Now let’s look at three noun groups with ‘the’:
The people → of her village
In the noun group ‘the people of her village’, the main noun is ‘people’. The definite article ‘the’ points forward to the postmodifying phrase ‘of her village’. In other words, ‘the people’ is identified by ‘of her village’ (see the previous blog about the identifying function of ‘the’).
One day ← the princess disappeared
In the noun group ‘the princess’, the main noun is ‘princess’. The definite article ‘the’ points backward to the previously mentioned ‘a princess’. Since the princess has already been mentioned, we use ‘the’ to identify ‘the princess’ as ‘the same princess already mentioned’.
The king ↗ was very worried
In the noun group ‘the king’, the main noun is ‘king’. The definite article ‘the’ points outward, or outside the text into the world (context). It doesn’t matter that the world is not real. In the context of a fairy tale with a princess, the reader can reasonably guess that a king will also be in the story.

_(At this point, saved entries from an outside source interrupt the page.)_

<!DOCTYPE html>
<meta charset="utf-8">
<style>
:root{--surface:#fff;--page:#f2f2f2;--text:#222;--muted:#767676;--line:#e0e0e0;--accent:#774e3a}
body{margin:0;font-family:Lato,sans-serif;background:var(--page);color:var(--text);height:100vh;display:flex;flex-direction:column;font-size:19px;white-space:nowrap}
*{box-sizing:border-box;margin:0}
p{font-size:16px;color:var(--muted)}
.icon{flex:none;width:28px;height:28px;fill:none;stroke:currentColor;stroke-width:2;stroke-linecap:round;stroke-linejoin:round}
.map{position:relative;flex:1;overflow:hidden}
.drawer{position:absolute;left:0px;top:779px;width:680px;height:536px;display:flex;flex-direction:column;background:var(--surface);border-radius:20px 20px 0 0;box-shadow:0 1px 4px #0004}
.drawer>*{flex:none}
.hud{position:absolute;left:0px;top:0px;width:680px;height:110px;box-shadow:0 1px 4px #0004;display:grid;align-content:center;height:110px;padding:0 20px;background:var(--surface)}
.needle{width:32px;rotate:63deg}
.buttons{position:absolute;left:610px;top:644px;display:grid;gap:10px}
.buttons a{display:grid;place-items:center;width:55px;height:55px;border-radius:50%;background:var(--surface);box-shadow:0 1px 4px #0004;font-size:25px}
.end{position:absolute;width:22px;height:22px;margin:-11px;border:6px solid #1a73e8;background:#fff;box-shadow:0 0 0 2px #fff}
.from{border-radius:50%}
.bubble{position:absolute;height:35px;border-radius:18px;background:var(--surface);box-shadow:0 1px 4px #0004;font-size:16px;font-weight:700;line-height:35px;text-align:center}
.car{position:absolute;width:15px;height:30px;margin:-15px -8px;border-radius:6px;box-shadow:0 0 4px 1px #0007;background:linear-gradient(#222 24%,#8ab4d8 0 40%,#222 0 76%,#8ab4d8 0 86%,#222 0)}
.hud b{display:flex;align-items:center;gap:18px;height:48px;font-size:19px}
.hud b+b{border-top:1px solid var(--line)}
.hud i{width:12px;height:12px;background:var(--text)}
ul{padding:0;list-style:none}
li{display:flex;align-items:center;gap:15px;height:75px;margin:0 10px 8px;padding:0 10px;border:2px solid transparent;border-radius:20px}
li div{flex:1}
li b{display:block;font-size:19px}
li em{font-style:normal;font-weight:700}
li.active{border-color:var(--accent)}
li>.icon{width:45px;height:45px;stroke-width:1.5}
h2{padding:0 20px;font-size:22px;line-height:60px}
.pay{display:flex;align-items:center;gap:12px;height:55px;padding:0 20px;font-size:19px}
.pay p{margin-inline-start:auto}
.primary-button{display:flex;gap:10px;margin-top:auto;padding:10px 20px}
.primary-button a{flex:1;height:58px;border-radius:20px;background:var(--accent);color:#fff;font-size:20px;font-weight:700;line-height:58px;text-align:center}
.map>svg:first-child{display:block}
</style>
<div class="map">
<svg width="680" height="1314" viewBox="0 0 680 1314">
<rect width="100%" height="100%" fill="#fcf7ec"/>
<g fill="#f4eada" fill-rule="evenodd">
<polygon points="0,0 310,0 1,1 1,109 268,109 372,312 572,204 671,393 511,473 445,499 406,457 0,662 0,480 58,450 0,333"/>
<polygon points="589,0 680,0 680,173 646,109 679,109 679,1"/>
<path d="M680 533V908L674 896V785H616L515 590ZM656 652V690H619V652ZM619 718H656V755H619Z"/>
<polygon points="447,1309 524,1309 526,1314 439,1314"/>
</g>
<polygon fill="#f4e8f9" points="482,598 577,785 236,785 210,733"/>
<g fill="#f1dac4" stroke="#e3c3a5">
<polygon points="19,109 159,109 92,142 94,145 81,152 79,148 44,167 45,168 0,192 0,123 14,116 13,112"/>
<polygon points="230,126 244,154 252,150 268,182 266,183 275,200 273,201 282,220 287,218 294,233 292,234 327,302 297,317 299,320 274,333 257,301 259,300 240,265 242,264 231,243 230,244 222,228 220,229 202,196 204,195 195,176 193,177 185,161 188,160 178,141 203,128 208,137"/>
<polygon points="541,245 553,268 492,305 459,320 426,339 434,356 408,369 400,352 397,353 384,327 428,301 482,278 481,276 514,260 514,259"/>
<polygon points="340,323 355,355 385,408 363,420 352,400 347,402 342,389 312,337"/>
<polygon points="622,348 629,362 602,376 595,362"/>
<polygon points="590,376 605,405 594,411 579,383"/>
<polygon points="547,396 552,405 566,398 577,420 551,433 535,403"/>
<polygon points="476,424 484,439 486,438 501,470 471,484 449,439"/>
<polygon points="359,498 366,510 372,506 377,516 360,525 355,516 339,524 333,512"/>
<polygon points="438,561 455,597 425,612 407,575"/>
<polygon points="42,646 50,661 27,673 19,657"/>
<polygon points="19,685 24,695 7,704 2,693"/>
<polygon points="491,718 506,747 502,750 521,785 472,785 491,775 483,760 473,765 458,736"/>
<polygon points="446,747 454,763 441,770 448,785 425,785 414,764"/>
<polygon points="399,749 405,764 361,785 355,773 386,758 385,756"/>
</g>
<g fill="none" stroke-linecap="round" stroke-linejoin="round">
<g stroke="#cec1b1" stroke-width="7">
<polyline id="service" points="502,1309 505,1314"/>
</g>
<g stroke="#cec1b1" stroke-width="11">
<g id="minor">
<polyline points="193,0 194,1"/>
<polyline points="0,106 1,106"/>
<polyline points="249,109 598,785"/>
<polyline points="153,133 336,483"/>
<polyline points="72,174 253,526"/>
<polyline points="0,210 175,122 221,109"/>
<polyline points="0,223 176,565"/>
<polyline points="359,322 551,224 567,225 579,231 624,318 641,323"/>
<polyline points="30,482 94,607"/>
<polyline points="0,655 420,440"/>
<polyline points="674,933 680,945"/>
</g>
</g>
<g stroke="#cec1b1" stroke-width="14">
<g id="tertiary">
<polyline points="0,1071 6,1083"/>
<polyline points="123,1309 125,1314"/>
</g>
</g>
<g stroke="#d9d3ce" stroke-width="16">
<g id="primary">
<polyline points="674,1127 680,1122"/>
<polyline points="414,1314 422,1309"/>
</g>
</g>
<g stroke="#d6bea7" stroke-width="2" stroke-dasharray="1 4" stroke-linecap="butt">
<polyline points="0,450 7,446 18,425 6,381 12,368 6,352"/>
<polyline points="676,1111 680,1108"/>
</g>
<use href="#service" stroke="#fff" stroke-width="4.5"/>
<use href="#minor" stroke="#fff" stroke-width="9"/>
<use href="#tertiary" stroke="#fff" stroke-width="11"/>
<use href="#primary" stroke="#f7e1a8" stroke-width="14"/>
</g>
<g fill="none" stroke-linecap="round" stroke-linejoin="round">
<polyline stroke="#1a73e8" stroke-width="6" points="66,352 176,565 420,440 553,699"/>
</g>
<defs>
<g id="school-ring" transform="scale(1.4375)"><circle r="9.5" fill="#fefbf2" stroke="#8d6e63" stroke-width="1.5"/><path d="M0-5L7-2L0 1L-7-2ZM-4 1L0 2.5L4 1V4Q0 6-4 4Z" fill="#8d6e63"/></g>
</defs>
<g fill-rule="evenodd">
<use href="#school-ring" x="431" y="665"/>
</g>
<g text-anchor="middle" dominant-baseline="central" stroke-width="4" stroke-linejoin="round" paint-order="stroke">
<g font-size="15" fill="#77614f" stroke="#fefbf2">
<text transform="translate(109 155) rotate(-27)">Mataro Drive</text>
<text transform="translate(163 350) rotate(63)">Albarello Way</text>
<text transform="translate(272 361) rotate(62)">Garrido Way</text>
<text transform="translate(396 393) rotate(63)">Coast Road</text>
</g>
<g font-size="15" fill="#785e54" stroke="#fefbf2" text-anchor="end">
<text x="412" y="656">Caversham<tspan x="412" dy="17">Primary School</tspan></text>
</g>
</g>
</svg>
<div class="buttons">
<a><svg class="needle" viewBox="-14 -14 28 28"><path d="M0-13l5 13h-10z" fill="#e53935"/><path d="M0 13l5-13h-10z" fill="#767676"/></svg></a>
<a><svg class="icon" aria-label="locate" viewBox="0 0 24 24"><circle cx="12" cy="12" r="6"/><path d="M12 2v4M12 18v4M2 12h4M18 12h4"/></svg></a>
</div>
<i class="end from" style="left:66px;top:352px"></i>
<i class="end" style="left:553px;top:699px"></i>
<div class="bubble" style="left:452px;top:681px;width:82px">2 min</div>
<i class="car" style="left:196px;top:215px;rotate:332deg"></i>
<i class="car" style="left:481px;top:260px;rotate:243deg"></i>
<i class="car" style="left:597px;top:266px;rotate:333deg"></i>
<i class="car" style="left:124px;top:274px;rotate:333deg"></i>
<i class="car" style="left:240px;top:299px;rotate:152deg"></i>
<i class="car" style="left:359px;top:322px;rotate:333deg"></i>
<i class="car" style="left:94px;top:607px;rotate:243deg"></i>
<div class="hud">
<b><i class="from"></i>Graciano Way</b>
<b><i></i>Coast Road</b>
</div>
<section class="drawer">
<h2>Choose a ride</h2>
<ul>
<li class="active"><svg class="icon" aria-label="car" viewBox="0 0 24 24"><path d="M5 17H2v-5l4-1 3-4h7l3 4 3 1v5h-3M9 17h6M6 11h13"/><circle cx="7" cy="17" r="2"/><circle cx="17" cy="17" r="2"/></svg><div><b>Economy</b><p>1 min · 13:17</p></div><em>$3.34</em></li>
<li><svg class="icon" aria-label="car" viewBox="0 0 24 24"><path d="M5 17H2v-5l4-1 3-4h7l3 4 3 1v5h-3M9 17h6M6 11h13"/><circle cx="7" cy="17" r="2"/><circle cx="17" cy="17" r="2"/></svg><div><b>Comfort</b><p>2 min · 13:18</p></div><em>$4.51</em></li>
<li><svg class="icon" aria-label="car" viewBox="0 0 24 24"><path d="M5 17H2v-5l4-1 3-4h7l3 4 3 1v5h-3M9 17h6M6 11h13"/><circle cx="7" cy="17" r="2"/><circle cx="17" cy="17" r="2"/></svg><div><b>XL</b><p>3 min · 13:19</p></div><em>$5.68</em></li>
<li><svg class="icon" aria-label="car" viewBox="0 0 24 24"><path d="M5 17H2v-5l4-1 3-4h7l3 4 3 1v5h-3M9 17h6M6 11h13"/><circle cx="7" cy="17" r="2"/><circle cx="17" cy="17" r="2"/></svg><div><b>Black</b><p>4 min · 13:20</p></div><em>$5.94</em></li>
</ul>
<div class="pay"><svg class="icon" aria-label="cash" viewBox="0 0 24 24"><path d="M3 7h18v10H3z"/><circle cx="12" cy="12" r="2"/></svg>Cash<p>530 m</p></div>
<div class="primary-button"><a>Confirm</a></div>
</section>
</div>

This is why we say ‘the king’: he can be identified as ‘the king you would expect to find in a fairy tale’.
Other examples of outward pointing are:
- The sun / the moon
- The world
- The president
- The internet
- The government
For each of these noun groups, the reader or listener can reasonably guess which item is being referred to, especially if only one item exists in that context: for example ‘the president’ (of this country).
This is why traditional grammar books often say that we use ‘the’ if there is only one of something. While this may be true some of the time, I hope you can see that the real function of ‘the’ ‘is that it identifies and points to a specific item in a text or context.